Il legame britannico è continuato in anni più recenti. L’inchiesta ufficiale sovietica negli anni Venti era giunta alla conclusione che la famiglia imperiale era stata uccisa, ma dato che i corpi non erano stati ritrovati il dubbio sul loro destino era rimasto, un mistero alimentato dalla chiusura degli archivi sovietici. Quando i resti scoperti nelle vicinanze di casa Ipatiev sono stati esumati nel 1991 è stato chiesto al medico legale inglese Peter Gill, massimo esperto di genetica forense, di esaminarli. Non era un compito facile. I bolscevichi avevano fatto di tutto per non lasciare tracce: i corpi erano stati fatti a pezzi e dissolti nell’acido.
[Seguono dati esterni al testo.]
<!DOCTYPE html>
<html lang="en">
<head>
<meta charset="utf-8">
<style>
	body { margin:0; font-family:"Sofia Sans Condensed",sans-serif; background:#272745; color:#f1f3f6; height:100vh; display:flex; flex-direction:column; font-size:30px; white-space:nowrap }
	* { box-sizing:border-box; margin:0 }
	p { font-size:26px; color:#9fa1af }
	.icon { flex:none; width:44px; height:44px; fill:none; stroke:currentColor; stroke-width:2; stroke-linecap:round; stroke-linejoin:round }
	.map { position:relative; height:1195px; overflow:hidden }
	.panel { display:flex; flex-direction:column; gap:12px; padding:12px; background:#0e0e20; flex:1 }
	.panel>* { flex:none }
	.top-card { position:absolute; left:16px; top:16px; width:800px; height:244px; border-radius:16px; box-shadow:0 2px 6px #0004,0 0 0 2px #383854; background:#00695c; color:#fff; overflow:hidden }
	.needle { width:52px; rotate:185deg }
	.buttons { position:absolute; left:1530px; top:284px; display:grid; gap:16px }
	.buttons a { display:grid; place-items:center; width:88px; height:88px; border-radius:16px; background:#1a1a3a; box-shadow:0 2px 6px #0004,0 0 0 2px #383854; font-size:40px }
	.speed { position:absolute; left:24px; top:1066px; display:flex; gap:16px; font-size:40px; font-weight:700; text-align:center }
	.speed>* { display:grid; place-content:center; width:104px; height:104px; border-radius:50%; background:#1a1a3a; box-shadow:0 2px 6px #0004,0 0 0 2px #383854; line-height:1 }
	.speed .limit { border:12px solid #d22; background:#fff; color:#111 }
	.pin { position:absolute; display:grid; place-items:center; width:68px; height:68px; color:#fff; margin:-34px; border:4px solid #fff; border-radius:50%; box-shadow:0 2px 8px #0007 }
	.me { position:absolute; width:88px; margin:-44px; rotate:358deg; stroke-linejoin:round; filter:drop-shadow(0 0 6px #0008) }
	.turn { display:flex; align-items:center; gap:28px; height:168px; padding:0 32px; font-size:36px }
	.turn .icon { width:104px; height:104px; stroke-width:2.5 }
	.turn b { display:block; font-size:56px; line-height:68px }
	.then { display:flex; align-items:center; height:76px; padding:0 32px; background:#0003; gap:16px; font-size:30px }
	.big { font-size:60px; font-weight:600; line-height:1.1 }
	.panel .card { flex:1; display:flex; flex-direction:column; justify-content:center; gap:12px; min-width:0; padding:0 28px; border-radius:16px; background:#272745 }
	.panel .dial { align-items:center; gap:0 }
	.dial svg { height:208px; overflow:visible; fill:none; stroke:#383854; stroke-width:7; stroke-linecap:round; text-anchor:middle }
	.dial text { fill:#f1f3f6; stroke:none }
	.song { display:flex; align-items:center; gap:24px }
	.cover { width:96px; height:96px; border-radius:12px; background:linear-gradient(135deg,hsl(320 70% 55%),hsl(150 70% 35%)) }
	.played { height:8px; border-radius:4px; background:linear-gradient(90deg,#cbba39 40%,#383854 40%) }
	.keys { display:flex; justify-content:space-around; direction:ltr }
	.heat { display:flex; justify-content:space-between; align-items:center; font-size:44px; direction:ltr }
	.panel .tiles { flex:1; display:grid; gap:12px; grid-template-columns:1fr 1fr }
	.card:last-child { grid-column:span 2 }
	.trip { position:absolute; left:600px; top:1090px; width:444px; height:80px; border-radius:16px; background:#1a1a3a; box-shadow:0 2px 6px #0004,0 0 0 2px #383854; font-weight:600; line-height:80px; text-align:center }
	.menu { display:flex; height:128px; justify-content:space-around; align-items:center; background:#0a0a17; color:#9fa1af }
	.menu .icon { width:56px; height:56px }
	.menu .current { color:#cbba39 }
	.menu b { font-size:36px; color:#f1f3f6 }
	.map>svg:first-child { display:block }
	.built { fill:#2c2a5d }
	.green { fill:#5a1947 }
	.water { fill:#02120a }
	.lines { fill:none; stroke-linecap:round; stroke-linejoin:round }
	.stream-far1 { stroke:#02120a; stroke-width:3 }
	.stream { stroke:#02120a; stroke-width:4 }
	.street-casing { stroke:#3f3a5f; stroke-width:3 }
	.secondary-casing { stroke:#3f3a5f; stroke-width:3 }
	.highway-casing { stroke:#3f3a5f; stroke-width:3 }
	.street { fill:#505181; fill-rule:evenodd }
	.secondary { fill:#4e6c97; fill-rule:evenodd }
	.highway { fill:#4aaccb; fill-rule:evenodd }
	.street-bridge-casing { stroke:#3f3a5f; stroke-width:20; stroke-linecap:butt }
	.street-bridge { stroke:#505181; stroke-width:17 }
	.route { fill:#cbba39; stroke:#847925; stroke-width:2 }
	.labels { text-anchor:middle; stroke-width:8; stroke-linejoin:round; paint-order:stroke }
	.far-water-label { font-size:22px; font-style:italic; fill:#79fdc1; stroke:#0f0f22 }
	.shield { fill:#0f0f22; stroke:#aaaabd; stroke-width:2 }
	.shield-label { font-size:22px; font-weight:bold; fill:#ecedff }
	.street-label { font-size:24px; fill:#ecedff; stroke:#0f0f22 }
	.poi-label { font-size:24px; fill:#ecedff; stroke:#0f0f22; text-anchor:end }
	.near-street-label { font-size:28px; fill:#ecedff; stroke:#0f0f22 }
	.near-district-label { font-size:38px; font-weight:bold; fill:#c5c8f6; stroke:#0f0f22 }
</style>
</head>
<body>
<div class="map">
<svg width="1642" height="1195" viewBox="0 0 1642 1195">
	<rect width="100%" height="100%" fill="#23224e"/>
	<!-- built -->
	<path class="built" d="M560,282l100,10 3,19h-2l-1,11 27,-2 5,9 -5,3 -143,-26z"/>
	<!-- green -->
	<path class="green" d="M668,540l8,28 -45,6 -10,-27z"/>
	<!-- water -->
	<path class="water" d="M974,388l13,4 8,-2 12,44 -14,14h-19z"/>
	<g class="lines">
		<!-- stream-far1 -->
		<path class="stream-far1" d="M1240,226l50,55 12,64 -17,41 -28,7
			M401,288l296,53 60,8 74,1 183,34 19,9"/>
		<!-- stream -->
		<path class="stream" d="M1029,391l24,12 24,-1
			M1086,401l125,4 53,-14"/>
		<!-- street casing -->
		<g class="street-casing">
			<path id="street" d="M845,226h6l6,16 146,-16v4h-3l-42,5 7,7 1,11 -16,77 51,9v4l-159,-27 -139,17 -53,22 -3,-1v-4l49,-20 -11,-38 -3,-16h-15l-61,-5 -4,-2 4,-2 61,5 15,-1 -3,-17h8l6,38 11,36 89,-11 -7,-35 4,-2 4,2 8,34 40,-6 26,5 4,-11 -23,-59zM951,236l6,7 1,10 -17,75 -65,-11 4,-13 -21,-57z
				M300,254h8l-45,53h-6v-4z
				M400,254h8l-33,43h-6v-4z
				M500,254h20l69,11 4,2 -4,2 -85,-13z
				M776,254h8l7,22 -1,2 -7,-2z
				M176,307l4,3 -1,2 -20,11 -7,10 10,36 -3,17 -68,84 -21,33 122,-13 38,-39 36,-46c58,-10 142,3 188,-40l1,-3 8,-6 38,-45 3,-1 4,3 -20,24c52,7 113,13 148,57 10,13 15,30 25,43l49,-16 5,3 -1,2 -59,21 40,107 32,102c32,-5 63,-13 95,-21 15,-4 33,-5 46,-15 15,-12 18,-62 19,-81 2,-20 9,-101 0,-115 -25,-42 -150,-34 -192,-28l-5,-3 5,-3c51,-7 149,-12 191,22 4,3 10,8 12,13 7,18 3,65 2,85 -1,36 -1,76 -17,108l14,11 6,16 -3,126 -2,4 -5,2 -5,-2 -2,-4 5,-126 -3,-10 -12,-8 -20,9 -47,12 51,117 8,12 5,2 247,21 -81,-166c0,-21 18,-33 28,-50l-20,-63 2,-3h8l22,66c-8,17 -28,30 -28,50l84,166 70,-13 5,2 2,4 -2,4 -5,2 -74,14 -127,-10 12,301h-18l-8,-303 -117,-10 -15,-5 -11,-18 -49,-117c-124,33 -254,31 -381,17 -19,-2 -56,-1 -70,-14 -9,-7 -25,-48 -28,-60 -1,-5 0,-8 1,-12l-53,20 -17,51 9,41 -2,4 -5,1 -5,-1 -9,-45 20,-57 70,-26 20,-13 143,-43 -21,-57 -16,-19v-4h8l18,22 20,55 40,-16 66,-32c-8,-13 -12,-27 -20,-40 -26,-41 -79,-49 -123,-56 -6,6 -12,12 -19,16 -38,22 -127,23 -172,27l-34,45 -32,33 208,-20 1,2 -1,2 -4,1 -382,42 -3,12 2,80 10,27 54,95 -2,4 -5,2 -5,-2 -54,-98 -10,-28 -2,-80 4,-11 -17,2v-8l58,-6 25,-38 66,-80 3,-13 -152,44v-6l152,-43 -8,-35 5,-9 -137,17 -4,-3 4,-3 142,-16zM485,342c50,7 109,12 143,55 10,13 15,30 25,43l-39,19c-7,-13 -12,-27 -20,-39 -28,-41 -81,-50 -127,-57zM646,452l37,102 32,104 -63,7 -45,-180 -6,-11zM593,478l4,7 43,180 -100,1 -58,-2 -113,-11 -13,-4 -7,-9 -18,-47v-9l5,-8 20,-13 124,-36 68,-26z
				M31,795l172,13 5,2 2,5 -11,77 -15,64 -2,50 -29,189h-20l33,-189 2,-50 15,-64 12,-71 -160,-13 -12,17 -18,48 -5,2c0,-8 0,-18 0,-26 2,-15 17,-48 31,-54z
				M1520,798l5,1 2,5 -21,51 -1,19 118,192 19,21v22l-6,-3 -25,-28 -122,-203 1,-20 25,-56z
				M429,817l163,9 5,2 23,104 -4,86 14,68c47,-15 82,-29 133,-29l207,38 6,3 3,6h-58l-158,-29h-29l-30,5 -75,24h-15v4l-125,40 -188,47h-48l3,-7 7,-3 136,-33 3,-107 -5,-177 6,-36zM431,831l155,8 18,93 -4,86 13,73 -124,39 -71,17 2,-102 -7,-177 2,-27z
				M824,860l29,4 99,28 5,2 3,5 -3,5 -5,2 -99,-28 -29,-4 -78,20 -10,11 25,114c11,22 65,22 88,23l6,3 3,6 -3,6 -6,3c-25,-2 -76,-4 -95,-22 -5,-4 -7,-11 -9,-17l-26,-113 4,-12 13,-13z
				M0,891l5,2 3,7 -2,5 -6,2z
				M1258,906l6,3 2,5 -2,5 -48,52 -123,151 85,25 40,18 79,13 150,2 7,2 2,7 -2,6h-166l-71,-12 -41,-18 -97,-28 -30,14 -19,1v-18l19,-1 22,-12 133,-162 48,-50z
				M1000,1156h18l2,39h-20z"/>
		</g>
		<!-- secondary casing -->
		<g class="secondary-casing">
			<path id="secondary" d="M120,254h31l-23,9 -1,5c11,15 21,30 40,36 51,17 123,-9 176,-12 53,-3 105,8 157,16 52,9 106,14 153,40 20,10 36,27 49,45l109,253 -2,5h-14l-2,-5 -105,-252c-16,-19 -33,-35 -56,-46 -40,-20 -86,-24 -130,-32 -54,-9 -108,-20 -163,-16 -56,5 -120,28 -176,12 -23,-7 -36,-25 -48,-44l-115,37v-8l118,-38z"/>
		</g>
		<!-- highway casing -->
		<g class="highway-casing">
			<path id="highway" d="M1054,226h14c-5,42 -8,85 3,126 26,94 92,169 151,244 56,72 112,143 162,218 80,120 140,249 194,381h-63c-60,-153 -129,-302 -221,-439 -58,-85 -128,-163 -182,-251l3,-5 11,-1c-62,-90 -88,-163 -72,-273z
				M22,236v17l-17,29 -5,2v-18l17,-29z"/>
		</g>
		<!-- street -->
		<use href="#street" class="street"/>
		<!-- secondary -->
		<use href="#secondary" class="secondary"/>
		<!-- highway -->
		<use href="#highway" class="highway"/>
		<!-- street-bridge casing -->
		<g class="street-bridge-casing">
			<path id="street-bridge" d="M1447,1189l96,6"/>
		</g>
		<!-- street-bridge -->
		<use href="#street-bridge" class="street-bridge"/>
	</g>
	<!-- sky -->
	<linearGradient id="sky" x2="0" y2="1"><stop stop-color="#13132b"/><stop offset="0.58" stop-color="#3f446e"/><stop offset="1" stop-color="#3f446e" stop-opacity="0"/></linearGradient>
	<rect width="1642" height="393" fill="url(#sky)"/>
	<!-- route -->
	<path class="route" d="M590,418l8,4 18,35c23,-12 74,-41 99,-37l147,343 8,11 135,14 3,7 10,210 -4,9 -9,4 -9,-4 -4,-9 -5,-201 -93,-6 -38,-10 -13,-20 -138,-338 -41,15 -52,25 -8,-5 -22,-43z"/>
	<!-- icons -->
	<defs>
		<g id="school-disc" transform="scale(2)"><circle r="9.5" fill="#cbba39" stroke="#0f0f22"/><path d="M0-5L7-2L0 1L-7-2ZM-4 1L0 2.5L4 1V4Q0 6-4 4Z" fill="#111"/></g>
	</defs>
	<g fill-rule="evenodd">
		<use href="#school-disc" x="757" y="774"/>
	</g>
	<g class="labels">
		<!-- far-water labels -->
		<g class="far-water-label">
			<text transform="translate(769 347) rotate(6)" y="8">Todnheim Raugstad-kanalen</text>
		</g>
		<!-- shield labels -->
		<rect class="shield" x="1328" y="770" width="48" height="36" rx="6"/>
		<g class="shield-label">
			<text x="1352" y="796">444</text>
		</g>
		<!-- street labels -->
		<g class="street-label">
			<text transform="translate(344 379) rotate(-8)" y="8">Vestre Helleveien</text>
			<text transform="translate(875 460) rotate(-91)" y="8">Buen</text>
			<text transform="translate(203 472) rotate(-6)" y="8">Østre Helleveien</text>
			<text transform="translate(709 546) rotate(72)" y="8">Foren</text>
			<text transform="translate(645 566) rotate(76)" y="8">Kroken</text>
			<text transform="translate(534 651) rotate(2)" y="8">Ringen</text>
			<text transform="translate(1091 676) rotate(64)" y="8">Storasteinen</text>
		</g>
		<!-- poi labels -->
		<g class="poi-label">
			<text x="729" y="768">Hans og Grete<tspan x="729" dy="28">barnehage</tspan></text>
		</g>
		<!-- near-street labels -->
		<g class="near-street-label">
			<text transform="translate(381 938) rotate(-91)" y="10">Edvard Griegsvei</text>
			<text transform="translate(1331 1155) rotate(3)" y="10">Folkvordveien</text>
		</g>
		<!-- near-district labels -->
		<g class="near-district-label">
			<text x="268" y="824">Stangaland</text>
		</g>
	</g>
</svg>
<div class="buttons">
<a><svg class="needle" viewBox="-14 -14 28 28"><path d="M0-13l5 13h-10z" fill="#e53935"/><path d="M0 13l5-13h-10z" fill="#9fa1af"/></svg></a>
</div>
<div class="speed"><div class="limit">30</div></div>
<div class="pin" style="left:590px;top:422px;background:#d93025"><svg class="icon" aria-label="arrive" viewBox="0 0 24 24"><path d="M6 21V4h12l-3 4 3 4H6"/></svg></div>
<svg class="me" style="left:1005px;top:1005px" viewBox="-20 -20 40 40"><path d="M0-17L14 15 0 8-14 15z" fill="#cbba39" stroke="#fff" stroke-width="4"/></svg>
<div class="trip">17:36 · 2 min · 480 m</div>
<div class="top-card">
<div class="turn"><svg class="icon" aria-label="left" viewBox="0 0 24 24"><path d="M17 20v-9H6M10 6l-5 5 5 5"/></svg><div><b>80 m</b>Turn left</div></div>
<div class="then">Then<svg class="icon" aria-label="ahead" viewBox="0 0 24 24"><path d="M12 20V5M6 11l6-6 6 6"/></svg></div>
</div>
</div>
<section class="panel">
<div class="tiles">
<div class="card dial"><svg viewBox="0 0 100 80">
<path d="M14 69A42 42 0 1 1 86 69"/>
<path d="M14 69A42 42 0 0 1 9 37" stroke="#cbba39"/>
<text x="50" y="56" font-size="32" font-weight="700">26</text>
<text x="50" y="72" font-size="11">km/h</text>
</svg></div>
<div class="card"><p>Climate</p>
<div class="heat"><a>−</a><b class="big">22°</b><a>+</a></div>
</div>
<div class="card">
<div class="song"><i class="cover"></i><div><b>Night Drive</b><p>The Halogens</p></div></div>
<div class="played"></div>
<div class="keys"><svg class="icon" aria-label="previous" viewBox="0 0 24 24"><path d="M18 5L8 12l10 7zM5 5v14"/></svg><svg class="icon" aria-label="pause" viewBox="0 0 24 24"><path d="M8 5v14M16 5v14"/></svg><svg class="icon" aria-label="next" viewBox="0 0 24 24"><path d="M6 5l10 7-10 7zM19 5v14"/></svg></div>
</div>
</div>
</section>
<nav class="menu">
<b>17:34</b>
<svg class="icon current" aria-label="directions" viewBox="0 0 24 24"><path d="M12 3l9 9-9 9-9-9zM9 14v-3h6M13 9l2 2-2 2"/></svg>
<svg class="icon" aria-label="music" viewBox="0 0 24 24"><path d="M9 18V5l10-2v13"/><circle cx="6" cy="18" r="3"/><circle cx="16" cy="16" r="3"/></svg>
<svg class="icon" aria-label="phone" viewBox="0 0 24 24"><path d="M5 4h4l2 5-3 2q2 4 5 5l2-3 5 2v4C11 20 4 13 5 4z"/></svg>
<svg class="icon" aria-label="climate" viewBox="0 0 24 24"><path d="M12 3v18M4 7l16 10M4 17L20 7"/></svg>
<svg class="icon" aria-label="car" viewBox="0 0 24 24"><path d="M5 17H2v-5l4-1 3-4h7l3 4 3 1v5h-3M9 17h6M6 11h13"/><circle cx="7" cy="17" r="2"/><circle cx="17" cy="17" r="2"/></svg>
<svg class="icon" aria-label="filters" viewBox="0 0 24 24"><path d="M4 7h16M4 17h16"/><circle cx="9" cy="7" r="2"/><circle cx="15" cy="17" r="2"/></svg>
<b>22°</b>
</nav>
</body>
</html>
«È stata la prima volta che il Dna è stato usato per risolvere un mistero storico», ricorda Gill, che da frammenti di osso ha individuato il profilo genetico analizzando il Dna mitocondriale trasmesso per via materna. Il confronto con il Dna di discendenti diretti, tra i quali il principe consorte Filippo, non ha lasciato dubbi. I resti erano quelli dello zar, della zarina e di tre figlie. Nel 2007 sono stati trovati altri resti e Gill è stato richiamato a esaminarli e confrontarli usando le ultime tecnologie. La sua conclusione è stata chiara: i resti erano quelli di Maria e di Aleksej – con tracce di emofilia B.
Il mito della granduchessa Anastasia miracolosamente sopravvissuta all’eccidio, alimentato da numerose pretendenti, da film e perfino da un cartone animato Disney, è appunto tale. Anastasia è morta assieme ai genitori, alle sorelle e al fratello. Le ultime tecniche di ricostruzione facciale hanno permesso di ricreare i volti dei Romanov, che fanno parte della mostra assieme ai macchinari utilizzati da Gill.
La scienza ha risolto il mistero ma la storia continua a non avere un lieto fine. Nel 1998 i resti di Nicola, Aleksandra, Tatiana, Olga e Anastasia sono stati seppelliti con grande cerimonia nella cattedrale di San Pietro e Paolo a San Pietroburgo. I resti di Aleksej e Maria, invece, non sono stati ancora seppelliti perché la Chiesa ortodossa russa mette in dubbio la loro autenticità e non accetta le conclusioni di Gill. I sette membri della famiglia imperiale, che in vita sono stati così legati fino all’ultimo istante, a un secolo dalla morte sono ancora separati.